Task details
Without including any picture, return the complete set of records exactly.
START Given data
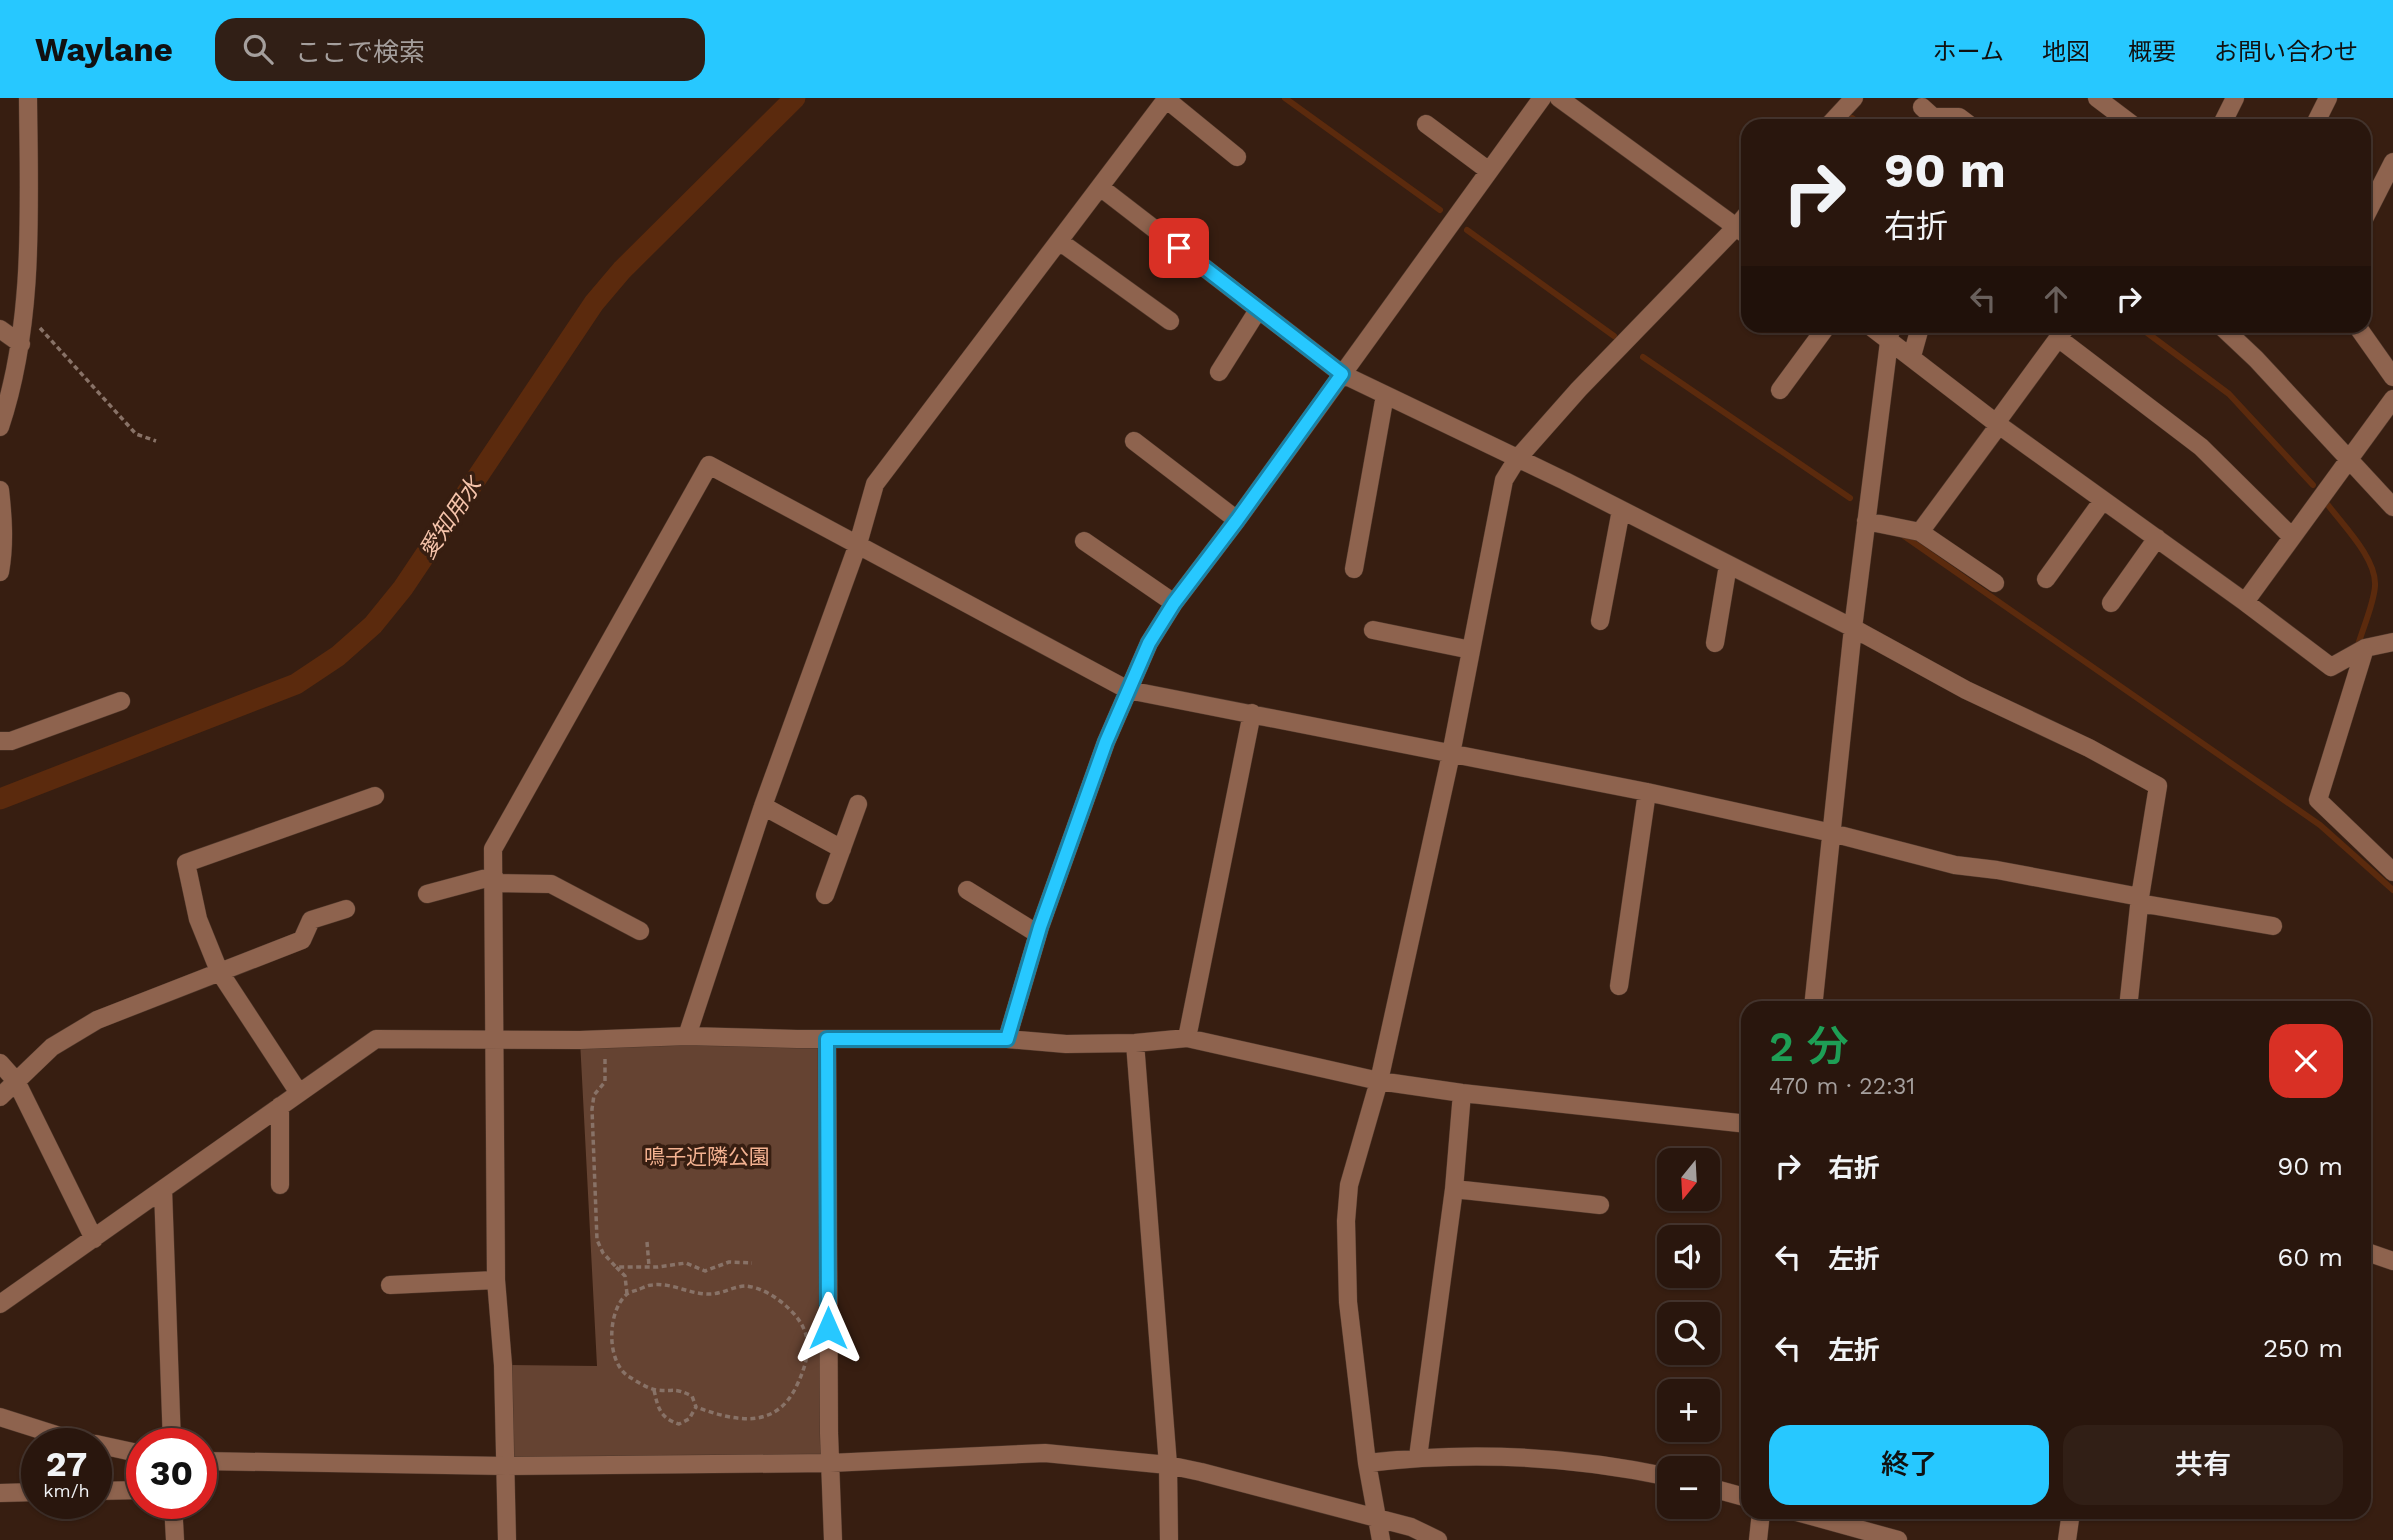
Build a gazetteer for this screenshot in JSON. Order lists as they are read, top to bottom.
{
  "water": ["愛知用水"],
  "parks": ["鳴子近隣公園"],
  "north": "bottom",
  "page": {
    "header": "Waylane",
    "search": "ここで検索",
    "nav": [
      "ホーム",
      "地図",
      "概要",
      "お問い合わせ"
    ],
    "turn": ["90 m", "右折"],
    "heading": ["2 分", "470 m · 22:31"],
    "list": [
      {
        "name": "右折",
        "value": "90 m"
      },
      {
        "name": "左折",
        "value": "60 m"
      },
      {
        "name": "左折",
        "value": "250 m"
      }
    ],
    "map_buttons": ["+", "−"],
    "buttons": ["終了", "共有"],
    "speed": "27 km/h",
    "limit": "30"
  }
}
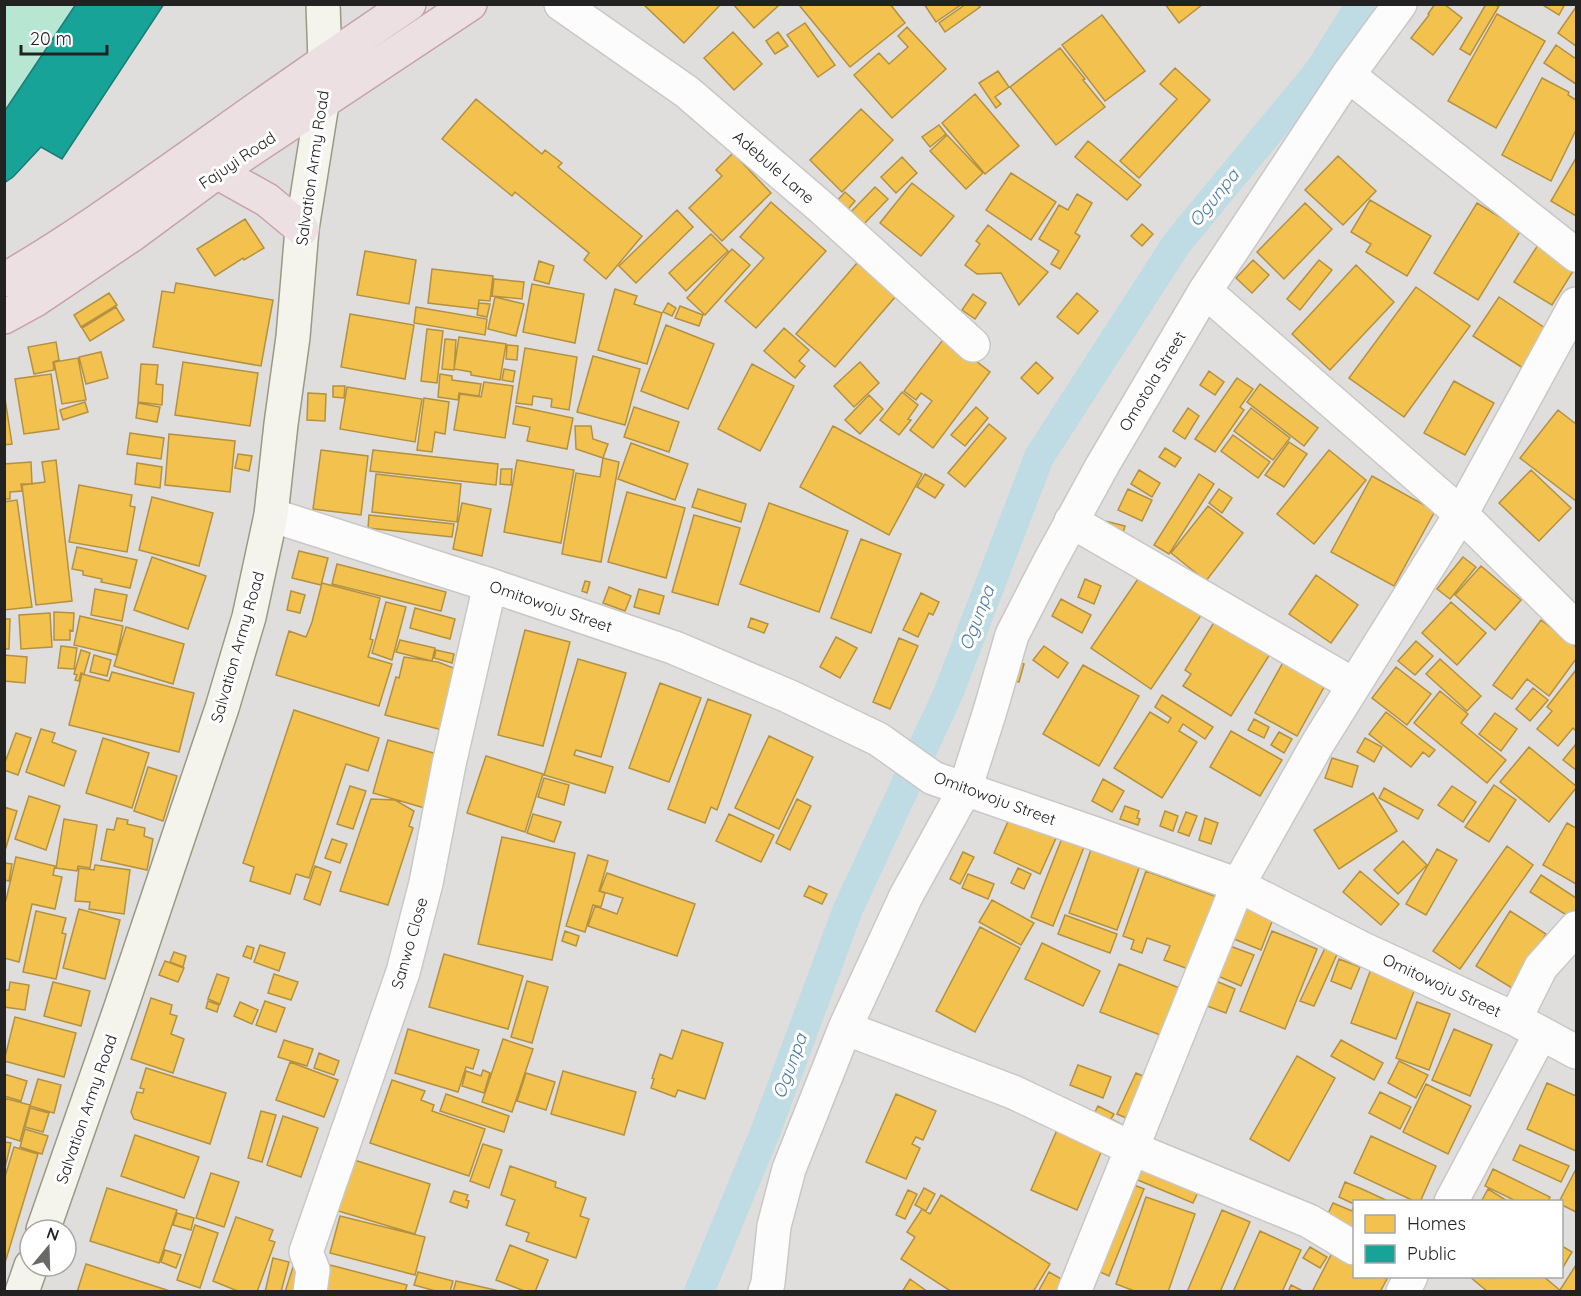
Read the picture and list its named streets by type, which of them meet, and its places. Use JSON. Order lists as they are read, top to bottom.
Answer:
{
  "streets": {
    "highway": ["Fajuyi Road"],
    "main road": ["Salvation Army Road"],
    "street": [
      "Adebule Lane",
      "Omotola Street",
      "Omitowoju Street",
      "Sanwo Close"
    ]
  },
  "crossings": [
    ["Fajuyi Road", "Salvation Army Road"],
    ["Salvation Army Road", "Omitowoju Street"],
    ["Omotola Street", "Omitowoju Street"],
    ["Omitowoju Street", "Sanwo Close"]
  ],
  "water": ["Ogunpa"],
  "legend": ["Homes", "Public"],
  "scale_bar": "20 m",
  "north": "top"
}
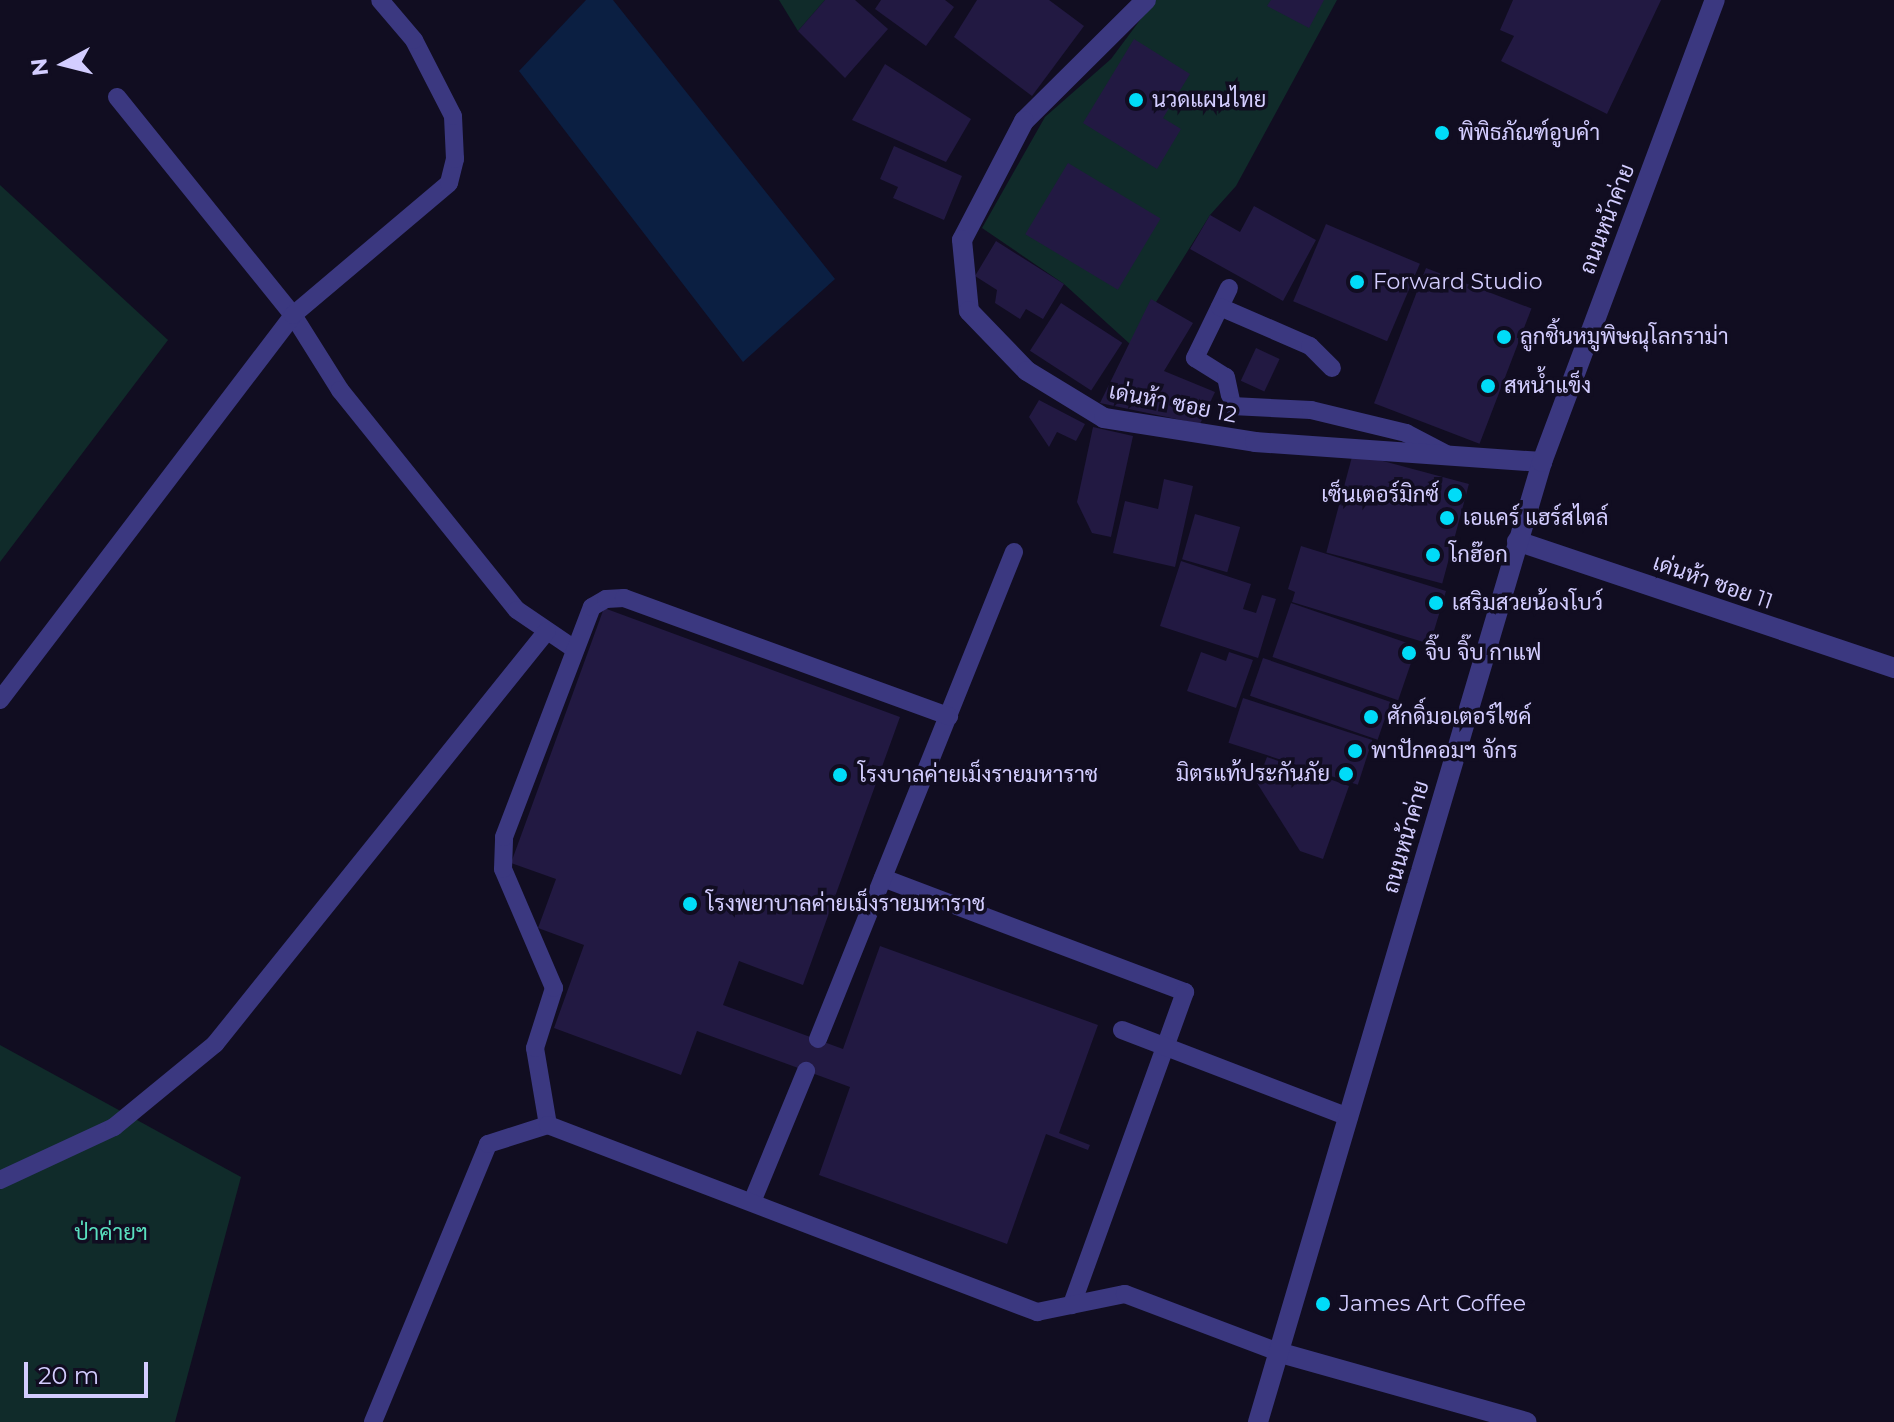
END Given data
Answer space
Build a gazetteer for this screenshot in JSON. Order lists as they are read, top to bottom.
{
  "water": ["愛知用水"],
  "parks": ["鳴子近隣公園"],
  "north": "bottom",
  "page": {
    "header": "Waylane",
    "search": "ここで検索",
    "nav": [
      "ホーム",
      "地図",
      "概要",
      "お問い合わせ"
    ],
    "turn": ["90 m", "右折"],
    "heading": ["2 分", "470 m · 22:31"],
    "list": [
      {
        "name": "右折",
        "value": "90 m"
      },
      {
        "name": "左折",
        "value": "60 m"
      },
      {
        "name": "左折",
        "value": "250 m"
      }
    ],
    "map_buttons": ["+", "−"],
    "buttons": ["終了", "共有"],
    "speed": "27 km/h",
    "limit": "30"
  }
}
Read the picture and list its named streets by type, which of them meet, and its places. Use JSON. Order lists as they are read, top to bottom.
Answer:
{
  "streets": {
    "highway": ["Fajuyi Road"],
    "main road": ["Salvation Army Road"],
    "street": [
      "Adebule Lane",
      "Omotola Street",
      "Omitowoju Street",
      "Sanwo Close"
    ]
  },
  "crossings": [
    ["Fajuyi Road", "Salvation Army Road"],
    ["Salvation Army Road", "Omitowoju Street"],
    ["Omotola Street", "Omitowoju Street"],
    ["Omitowoju Street", "Sanwo Close"]
  ],
  "water": ["Ogunpa"],
  "legend": ["Homes", "Public"],
  "scale_bar": "20 m",
  "north": "top"
}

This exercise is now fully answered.